## TASK OBJECTIVE
Write out the data word for word and omit every picture.

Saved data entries
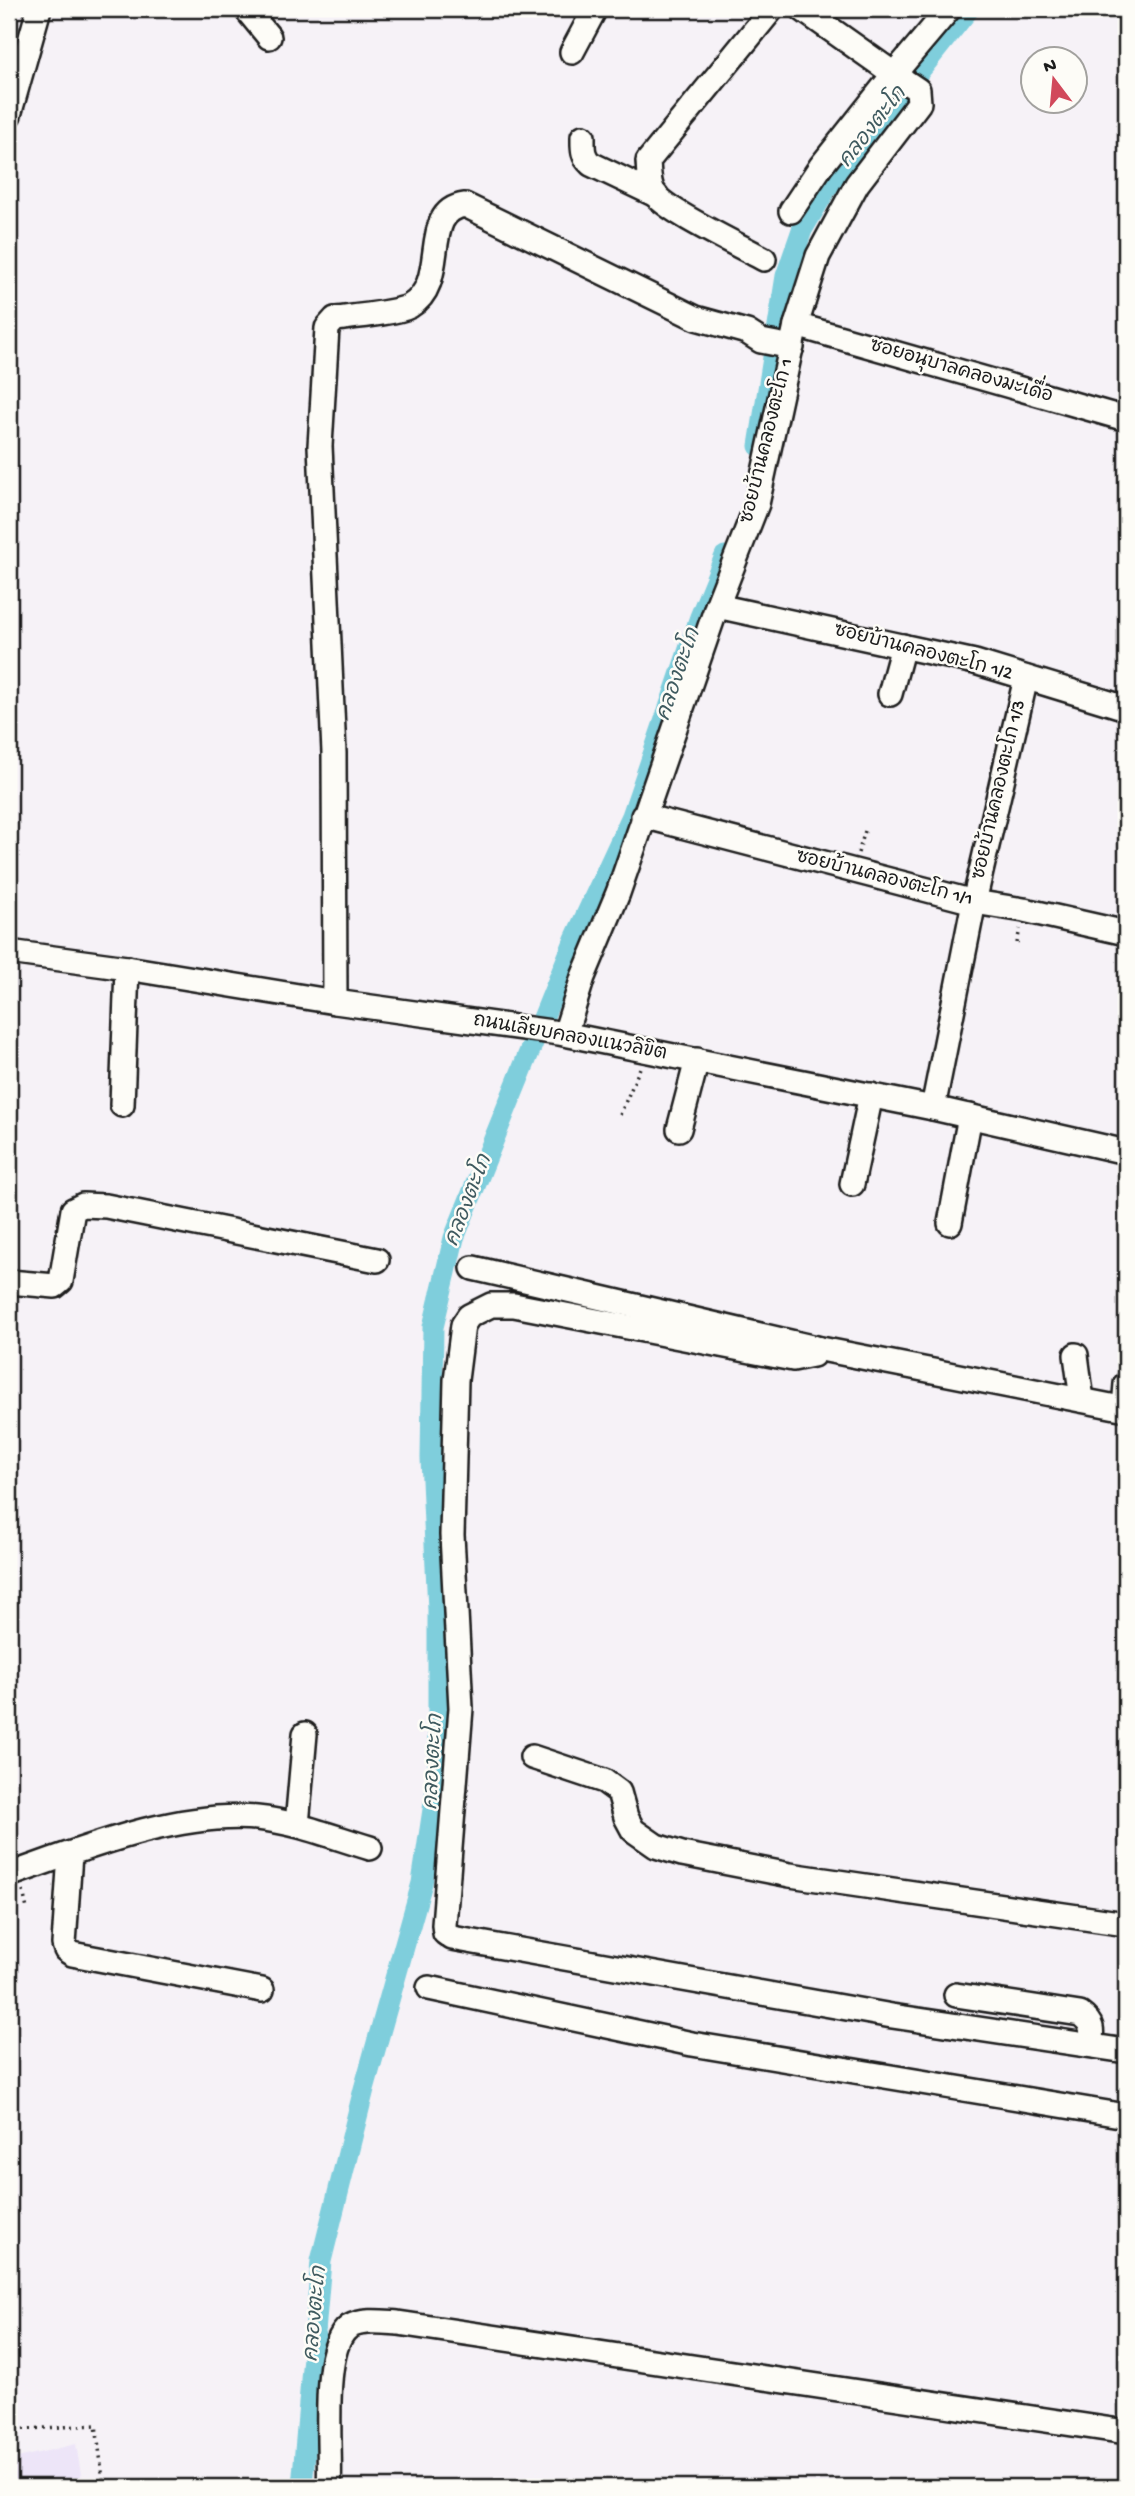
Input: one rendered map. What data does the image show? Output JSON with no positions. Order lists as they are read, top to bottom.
{
  "streets": {
    "street": [
      "ซอยอนุบาลคลองมะเดื่อ",
      "ซอยบ้านคลองตะโก 1",
      "ซอยบ้านคลองตะโก 1/2",
      "ซอยบ้านคลองตะโก 1/3",
      "ซอยบ้านคลองตะโก 1/1",
      "ถนนเลียบคลองแนวลิขิต"
    ]
  },
  "crossings": [
    ["ซอยอนุบาลคลองมะเดื่อ", "ซอยบ้านคลองตะโก 1"],
    ["ซอยอนุบาลคลองมะเดื่อ", "ถนนเลียบคลองแนวลิขิต"],
    ["ซอยบ้านคลองตะโก 1", "ซอยบ้านคลองตะโก 1/2"],
    ["ซอยบ้านคลองตะโก 1", "ซอยบ้านคลองตะโก 1/1"],
    ["ซอยบ้านคลองตะโก 1", "ถนนเลียบคลองแนวลิขิต"],
    ["ซอยบ้านคลองตะโก 1/2", "ซอยบ้านคลองตะโก 1/3"],
    ["ซอยบ้านคลองตะโก 1/3", "ซอยบ้านคลองตะโก 1/1"],
    ["ซอยบ้านคลองตะโก 1/3", "ถนนเลียบคลองแนวลิขิต"]
  ],
  "water": ["คลองตะโก"],
  "north": "top"
}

## ANSWER BOX
Input: one rendered map. What data does the image show? Output JSON with no positions. Order lists as they are read, top to bottom.
{
  "streets": {
    "street": [
      "ซอยอนุบาลคลองมะเดื่อ",
      "ซอยบ้านคลองตะโก 1",
      "ซอยบ้านคลองตะโก 1/2",
      "ซอยบ้านคลองตะโก 1/3",
      "ซอยบ้านคลองตะโก 1/1",
      "ถนนเลียบคลองแนวลิขิต"
    ]
  },
  "crossings": [
    ["ซอยอนุบาลคลองมะเดื่อ", "ซอยบ้านคลองตะโก 1"],
    ["ซอยอนุบาลคลองมะเดื่อ", "ถนนเลียบคลองแนวลิขิต"],
    ["ซอยบ้านคลองตะโก 1", "ซอยบ้านคลองตะโก 1/2"],
    ["ซอยบ้านคลองตะโก 1", "ซอยบ้านคลองตะโก 1/1"],
    ["ซอยบ้านคลองตะโก 1", "ถนนเลียบคลองแนวลิขิต"],
    ["ซอยบ้านคลองตะโก 1/2", "ซอยบ้านคลองตะโก 1/3"],
    ["ซอยบ้านคลองตะโก 1/3", "ซอยบ้านคลองตะโก 1/1"],
    ["ซอยบ้านคลองตะโก 1/3", "ถนนเลียบคลองแนวลิขิต"]
  ],
  "water": ["คลองตะโก"],
  "north": "top"
}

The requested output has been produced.